= Dose (magazine) =

Canadian news website and former daily print magazine

Dose is a daily Canadian news website and former daily print magazine. It was a mixture of standalone features and coverage of daily news, sometimes from an irreverent perspective. Each daily issue had a theme, and the top margins of every page usually included trivia items related to the theme.

==History==

Dose magazine was launched on April 4, 2005, and was distributed in five major Canadian cities: Toronto, Vancouver, Calgary, Edmonton, and Ottawa. Different news articles from the five cities are still featured on the website. The magazine hoped to earn revenue through advertising and selling mobile content (via the website) and was aimed at the lucrative demographic of 18- to 34-year-olds. The website targets this market too.

Dose was published by Noah Godfrey, son of CanWest board of directors member Paul Godfrey. The content team included editor-in-chief, Pema Hegan and creative director, Jaspal Riyait. The magazine was the product of Canwest Mediaworks Publications Inc. (originally the Calgary Herald Group), which was in turn part of the same corporate conglomerate, Canwest, that publishes the National Post, among many other newspapers in Canada, including the Montreal Gazette and the Ottawa Citizen. Canwest also controlled the Global television network in Canada.

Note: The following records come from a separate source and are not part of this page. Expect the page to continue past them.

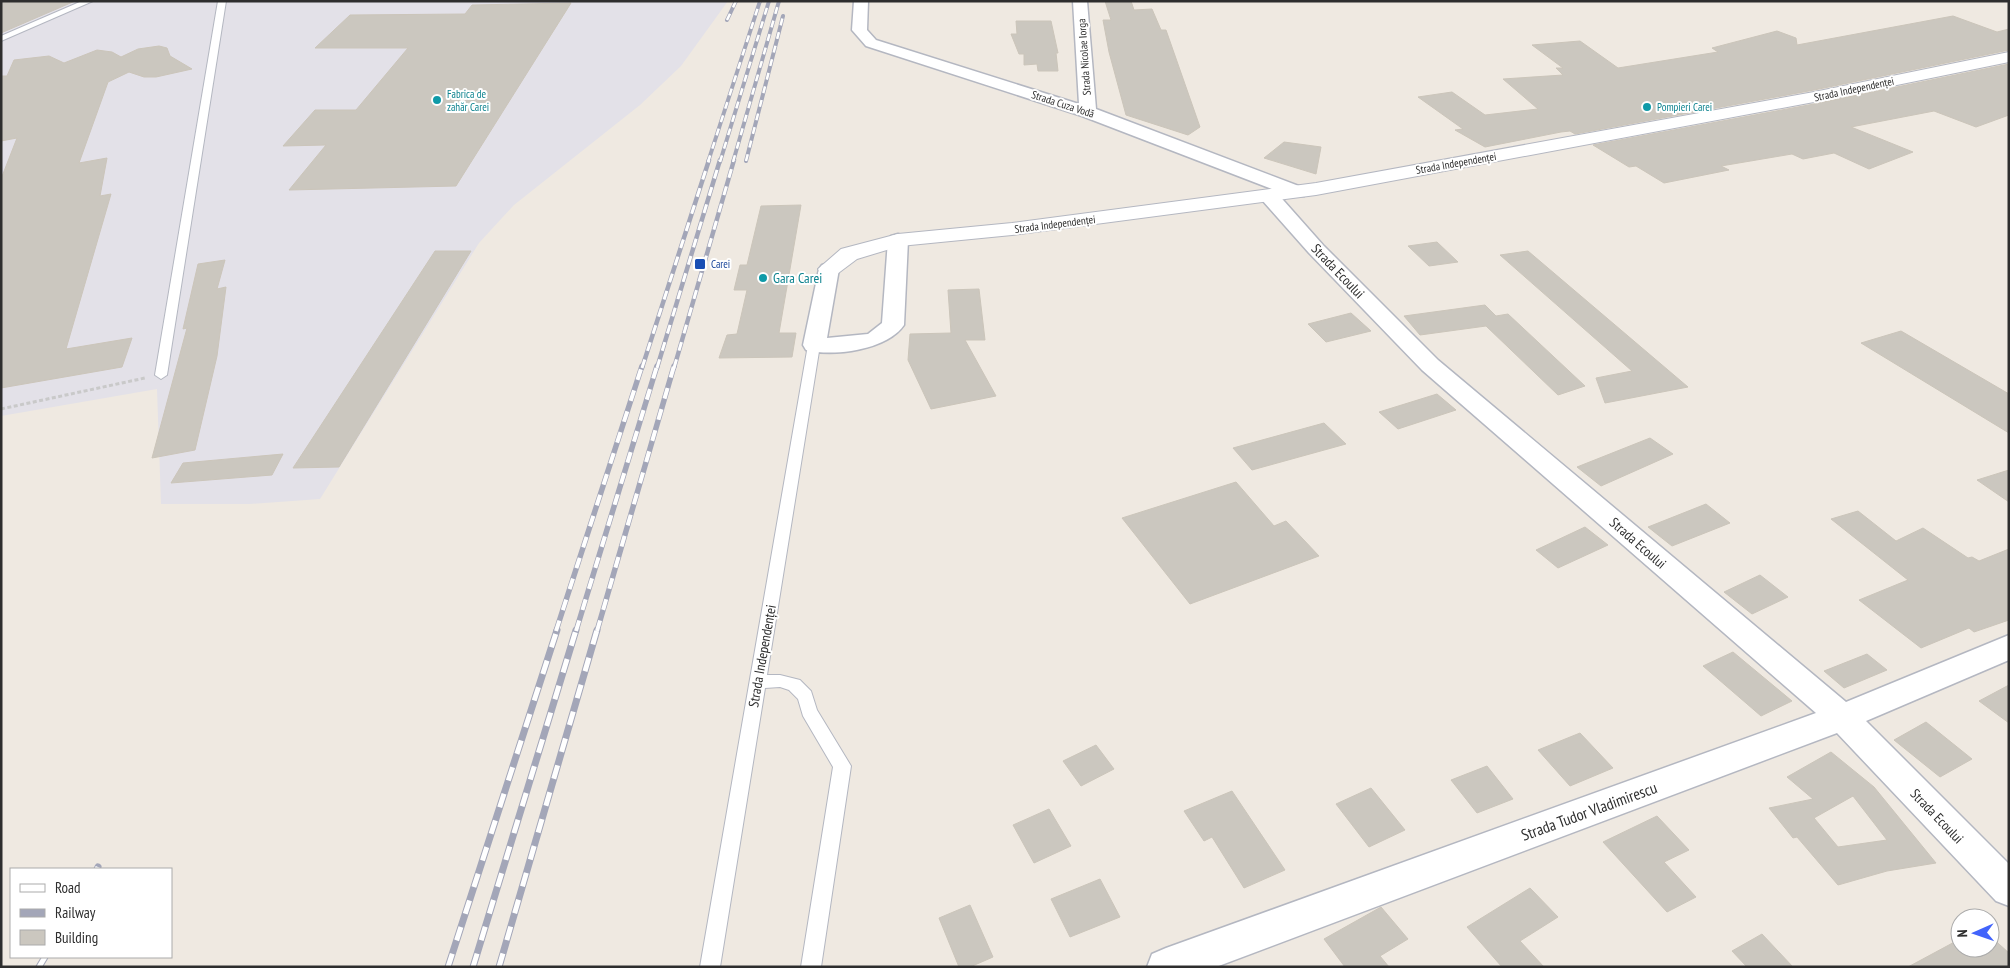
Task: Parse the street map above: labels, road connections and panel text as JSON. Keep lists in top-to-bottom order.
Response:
{
  "streets": {
    "street": [
      "Strada Nicolae Iorga",
      "Strada Independenței",
      "Strada Cuza Vodă",
      "Strada Ecoului",
      "Strada Tudor Vladimirescu"
    ]
  },
  "crossings": [
    ["Strada Nicolae Iorga", "Strada Cuza Vodă"],
    ["Strada Independenței", "Strada Cuza Vodă"],
    ["Strada Independenței", "Strada Ecoului"],
    ["Strada Ecoului", "Strada Tudor Vladimirescu"]
  ],
  "places": {
    "other": ["Fabrica de zahăr Carei", "Pompieri Carei", "Gara Carei"],
    "transit": ["Carei"]
  },
  "legend": ["Road", "Railway", "Building"],
  "north": "left"
}
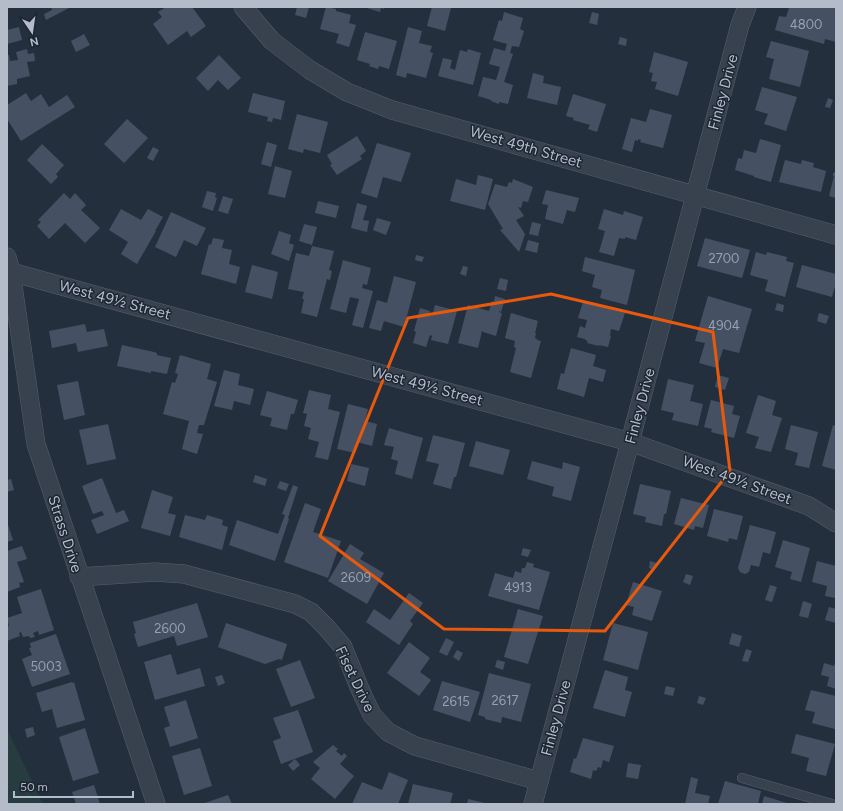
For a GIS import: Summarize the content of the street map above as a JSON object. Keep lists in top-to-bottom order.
{
  "streets": {
    "street": [
      "Finley Drive",
      "West 49th Street",
      "West 49½ Street",
      "Strass Drive",
      "Fiset Drive"
    ]
  },
  "crossings": [
    ["Finley Drive", "West 49th Street"],
    ["Finley Drive", "West 49½ Street"],
    ["Finley Drive", "Fiset Drive"],
    ["West 49½ Street", "Strass Drive"],
    ["Strass Drive", "Fiset Drive"]
  ],
  "house_numbers": [
    "4800",
    "2700",
    "4904",
    "2609",
    "4913",
    "2600",
    "5003",
    "2617",
    "2615"
  ],
  "scale_bar": "50 m",
  "north": "bottom"
}
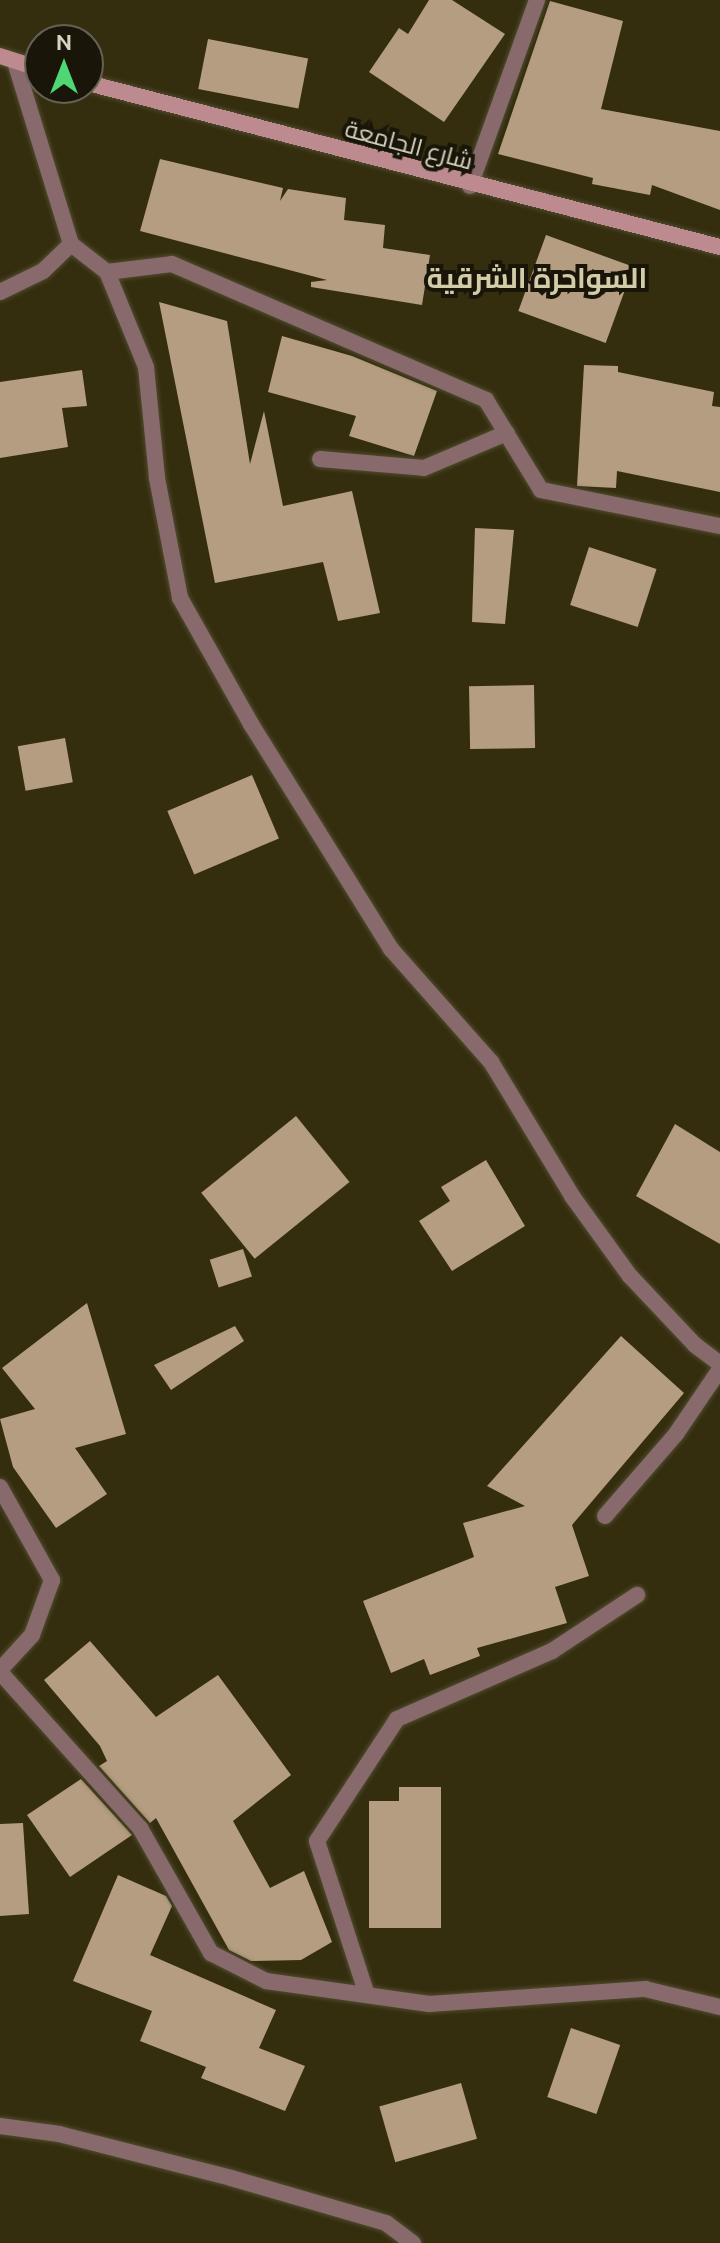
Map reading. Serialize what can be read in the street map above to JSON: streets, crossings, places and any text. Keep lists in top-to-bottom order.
{
  "streets": {
    "main road": ["شارع الجامعة"]
  },
  "districts": ["السواحرة الشرقية"],
  "north": "top"
}
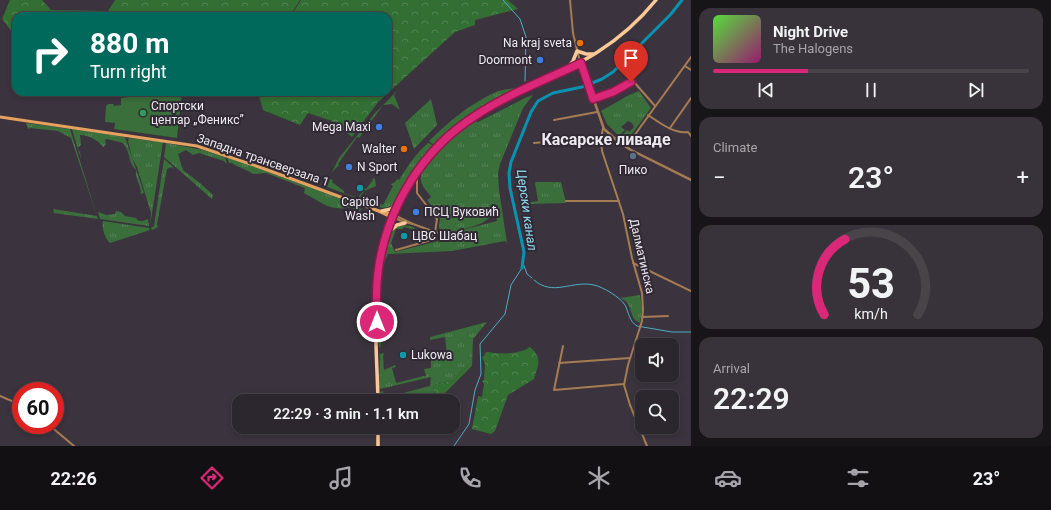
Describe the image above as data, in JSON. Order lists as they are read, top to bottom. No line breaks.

Known for its artistic covers, Dose magazine won design awards at Communication Arts, Society for News Design, Society of Illustrators and the Canadian National Magazine Awards.

On May 17, 2006, Canwest discontinued publication of the print edition of Dose, but indicated that the magazine's online presence and selling of mobile content would continue.

On July 14, 2010, Canwest completed the sale of its publishing division, which includes Dose, to the new company Postmedia Network.

==Layout==

The magazine was published 5 days a week (Monday to Friday) in a 23" × 12.5" format that is slightly smaller than a tabloid. (It was, when folded, 11.5" × 12.5", which is almost a square.) Although labelled a magazine, it was printed on newsprint like a newspaper and had the same dimensions as the type of advertising "pull-out" sections currently favored by the CanWest Global chain. The magazine was 20 pages from Monday through Thursday (daily edition) and 24 pages on Friday (weekend edition). Weekly editions included sections such as:

- Home—headlines, weather, etc., akin to the front page of newspapers
- News—the feature article, plus an assortment of news and editorials (including fashion news)
- Goods—new or interesting products to check out
- Rub—celebrity news and gossip
- the Spread—the centre spread (with one article)
- Fix—assorted entertainment reviews
- Go—local concert and events listings
- Working—employment advice and local job listings
- Play—sports
- Hey—featuring comments on a selected issue by random ordinary folks
- Overdose—the last page, with humorous horoscopes, a letter column, crossword puzzles, Sex Advice from Strangers, etc.

==Recent years==
In 2013 Dose.ca became a Newad property. The website now features a cleaner and bolder look and has expanded its previous mission to cover a larger spectrum of the entertainment news. The site offers coverage of the music scene, pop culture, trends, new openings, the arts and celebrities.